* Task item:
Match on the string "fabs" in the entries below and return every matching line.
****************************************
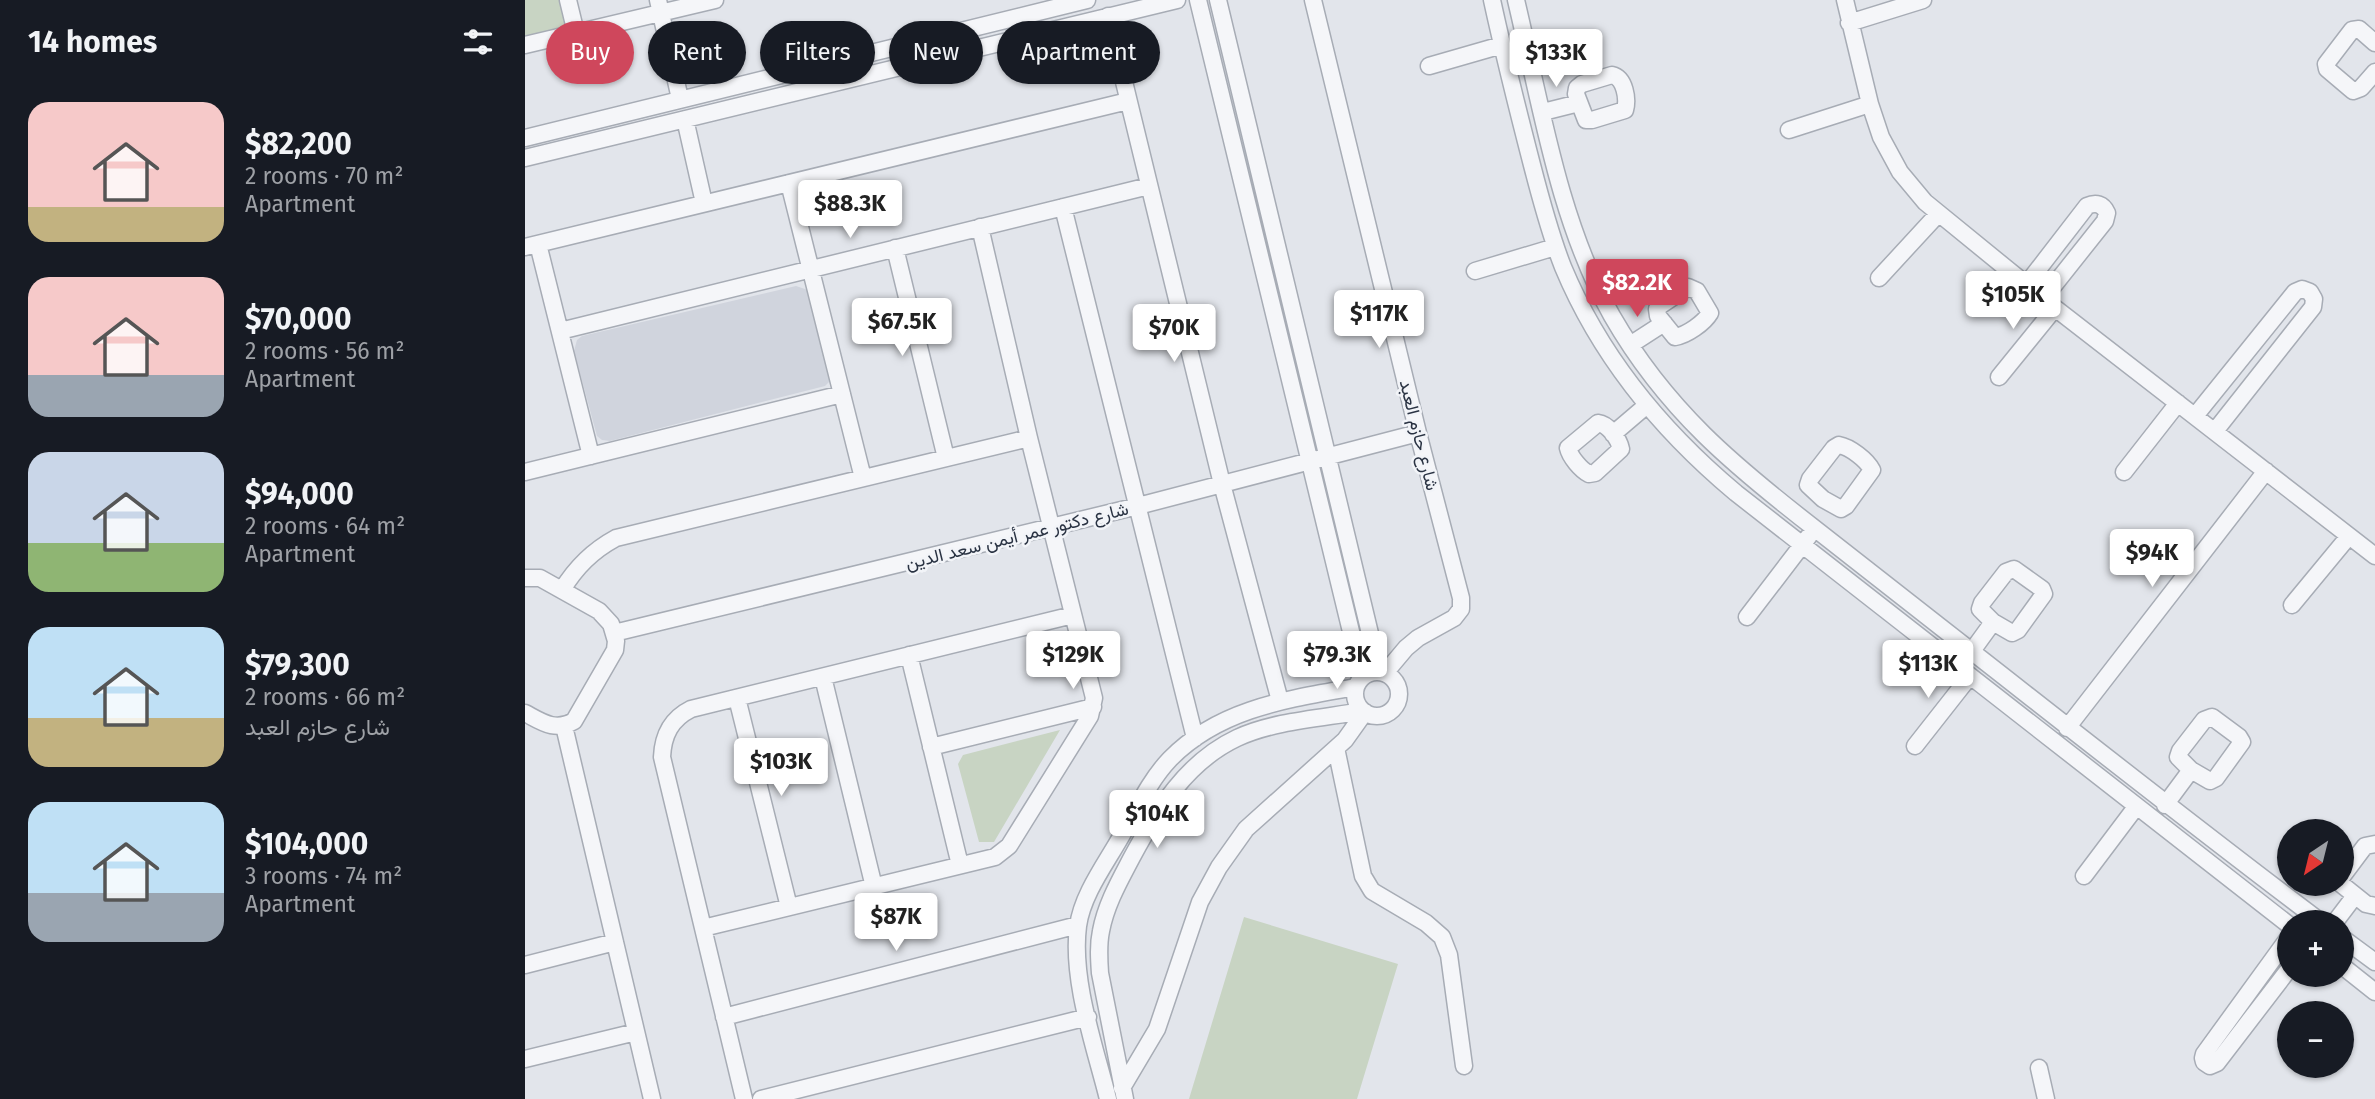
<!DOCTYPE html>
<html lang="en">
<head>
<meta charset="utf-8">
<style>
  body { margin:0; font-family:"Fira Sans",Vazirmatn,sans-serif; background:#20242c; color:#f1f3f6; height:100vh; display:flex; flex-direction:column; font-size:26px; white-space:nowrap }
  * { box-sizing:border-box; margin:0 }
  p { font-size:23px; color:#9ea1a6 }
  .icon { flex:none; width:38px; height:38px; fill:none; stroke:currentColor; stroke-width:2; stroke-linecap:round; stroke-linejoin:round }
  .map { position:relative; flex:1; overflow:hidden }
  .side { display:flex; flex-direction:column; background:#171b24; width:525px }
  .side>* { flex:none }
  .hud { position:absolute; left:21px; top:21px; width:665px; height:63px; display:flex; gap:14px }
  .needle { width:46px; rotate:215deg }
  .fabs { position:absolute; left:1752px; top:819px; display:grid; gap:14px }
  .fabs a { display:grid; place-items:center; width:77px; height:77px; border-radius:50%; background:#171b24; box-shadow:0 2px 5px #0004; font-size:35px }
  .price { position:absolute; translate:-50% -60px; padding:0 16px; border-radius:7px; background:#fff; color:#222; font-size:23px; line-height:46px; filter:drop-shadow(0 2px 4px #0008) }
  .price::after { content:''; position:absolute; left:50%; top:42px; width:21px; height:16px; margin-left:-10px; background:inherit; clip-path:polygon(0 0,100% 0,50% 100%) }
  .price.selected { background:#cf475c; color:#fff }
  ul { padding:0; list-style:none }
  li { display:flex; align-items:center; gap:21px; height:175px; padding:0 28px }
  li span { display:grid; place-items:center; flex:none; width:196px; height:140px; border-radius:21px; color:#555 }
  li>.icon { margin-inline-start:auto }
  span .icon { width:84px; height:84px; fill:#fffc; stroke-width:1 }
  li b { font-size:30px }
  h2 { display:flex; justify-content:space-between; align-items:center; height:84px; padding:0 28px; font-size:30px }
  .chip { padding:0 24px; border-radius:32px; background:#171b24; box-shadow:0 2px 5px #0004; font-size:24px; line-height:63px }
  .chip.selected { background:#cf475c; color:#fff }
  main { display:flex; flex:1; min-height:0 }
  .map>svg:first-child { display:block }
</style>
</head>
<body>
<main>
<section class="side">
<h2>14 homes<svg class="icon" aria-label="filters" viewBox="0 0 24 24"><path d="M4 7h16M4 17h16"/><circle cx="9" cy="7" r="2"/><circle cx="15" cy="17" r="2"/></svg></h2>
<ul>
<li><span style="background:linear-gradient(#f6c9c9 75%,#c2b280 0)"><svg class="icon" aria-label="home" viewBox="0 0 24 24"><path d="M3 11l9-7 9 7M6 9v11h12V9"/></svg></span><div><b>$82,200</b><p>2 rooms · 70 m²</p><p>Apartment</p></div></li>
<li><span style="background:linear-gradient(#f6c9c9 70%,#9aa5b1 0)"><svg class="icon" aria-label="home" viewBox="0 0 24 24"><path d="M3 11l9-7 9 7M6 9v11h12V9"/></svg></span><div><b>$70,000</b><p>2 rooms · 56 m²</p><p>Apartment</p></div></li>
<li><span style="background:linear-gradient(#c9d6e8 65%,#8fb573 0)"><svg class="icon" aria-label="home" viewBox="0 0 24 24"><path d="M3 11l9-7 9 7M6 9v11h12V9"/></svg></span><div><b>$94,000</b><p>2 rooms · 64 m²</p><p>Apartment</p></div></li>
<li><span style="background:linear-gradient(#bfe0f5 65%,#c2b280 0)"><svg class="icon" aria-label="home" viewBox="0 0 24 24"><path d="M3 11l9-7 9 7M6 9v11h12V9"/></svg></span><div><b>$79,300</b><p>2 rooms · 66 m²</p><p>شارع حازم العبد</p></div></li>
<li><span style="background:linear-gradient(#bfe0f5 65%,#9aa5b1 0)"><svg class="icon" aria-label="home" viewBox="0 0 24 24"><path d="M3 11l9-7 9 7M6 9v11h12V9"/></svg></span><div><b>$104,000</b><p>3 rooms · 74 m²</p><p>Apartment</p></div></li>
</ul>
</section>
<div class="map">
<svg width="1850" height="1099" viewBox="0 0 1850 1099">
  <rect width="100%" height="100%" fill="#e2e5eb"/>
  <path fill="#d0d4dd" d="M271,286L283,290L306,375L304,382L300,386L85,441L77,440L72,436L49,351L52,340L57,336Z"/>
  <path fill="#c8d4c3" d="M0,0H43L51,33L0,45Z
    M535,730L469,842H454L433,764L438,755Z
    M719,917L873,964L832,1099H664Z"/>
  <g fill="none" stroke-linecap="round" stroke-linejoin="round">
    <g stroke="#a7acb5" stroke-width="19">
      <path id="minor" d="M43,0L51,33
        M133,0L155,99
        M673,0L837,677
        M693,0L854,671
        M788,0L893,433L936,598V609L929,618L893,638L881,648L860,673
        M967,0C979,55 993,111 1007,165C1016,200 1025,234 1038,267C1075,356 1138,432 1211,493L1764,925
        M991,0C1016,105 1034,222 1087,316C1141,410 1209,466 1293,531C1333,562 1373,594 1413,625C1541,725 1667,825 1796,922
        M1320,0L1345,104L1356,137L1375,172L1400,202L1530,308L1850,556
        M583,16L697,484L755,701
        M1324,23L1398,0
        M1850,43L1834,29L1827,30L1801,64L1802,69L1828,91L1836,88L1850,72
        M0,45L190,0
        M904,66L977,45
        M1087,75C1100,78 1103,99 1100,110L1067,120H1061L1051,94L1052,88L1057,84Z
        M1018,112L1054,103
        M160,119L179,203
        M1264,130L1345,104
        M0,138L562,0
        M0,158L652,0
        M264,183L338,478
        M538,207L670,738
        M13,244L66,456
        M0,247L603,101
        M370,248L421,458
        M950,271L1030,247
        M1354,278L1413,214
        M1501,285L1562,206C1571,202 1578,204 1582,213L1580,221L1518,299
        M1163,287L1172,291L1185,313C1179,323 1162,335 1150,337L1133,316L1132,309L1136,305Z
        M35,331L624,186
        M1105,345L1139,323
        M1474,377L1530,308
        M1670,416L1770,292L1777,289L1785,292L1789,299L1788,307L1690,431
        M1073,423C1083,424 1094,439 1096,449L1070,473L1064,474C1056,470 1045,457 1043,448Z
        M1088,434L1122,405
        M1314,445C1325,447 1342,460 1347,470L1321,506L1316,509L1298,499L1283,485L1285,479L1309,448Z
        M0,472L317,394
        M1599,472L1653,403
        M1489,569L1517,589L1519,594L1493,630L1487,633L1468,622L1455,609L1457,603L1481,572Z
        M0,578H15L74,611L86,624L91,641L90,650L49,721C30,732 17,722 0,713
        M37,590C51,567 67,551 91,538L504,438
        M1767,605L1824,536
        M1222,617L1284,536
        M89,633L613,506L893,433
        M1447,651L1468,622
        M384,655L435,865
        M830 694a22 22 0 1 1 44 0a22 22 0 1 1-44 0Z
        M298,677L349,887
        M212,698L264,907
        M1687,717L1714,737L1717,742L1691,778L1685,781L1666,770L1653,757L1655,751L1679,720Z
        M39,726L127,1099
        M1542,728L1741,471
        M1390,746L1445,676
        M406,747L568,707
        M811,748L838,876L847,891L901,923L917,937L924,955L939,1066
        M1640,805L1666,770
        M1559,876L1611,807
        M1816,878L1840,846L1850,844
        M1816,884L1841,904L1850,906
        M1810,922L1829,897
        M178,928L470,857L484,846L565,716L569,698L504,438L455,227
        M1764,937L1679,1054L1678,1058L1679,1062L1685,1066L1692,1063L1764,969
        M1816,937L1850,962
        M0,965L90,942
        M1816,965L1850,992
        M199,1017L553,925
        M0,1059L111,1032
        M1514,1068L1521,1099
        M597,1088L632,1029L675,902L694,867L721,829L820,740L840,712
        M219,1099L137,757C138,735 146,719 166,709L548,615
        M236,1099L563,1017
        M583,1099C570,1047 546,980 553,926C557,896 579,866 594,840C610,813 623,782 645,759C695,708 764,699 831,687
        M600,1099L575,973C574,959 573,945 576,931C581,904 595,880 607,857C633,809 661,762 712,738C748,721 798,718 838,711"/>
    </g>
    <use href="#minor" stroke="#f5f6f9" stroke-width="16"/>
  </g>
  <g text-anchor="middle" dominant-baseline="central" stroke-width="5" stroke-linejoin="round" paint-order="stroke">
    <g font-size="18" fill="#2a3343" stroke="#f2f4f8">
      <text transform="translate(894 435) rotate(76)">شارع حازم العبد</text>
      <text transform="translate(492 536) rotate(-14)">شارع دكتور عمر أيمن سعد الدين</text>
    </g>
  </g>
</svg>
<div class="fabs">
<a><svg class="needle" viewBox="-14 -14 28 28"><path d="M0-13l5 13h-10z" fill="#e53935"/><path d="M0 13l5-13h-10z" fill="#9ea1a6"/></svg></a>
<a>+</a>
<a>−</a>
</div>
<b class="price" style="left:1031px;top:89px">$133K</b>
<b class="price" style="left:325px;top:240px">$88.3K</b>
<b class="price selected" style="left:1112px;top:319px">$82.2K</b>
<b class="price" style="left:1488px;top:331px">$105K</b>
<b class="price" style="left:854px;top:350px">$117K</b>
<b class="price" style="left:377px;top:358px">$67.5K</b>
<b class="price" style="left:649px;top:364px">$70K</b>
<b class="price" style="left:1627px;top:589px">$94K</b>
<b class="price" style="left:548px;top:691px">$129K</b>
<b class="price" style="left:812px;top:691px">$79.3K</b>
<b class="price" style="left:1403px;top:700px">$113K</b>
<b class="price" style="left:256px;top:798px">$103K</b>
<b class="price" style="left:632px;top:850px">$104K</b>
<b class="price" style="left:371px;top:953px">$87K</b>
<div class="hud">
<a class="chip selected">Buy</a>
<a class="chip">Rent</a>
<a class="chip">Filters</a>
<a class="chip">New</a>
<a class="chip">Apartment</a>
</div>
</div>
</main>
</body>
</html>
****************************************
* Response area:
  .fabs { position:absolute; left:1752px; top:819px; display:grid; gap:14px }
  .fabs a { display:grid; place-items:center; width:77px; height:77px; border-radius:50%; background:#171b24; box-shadow:0 2px 5px #0004; font-size:35px }
<div class="fabs">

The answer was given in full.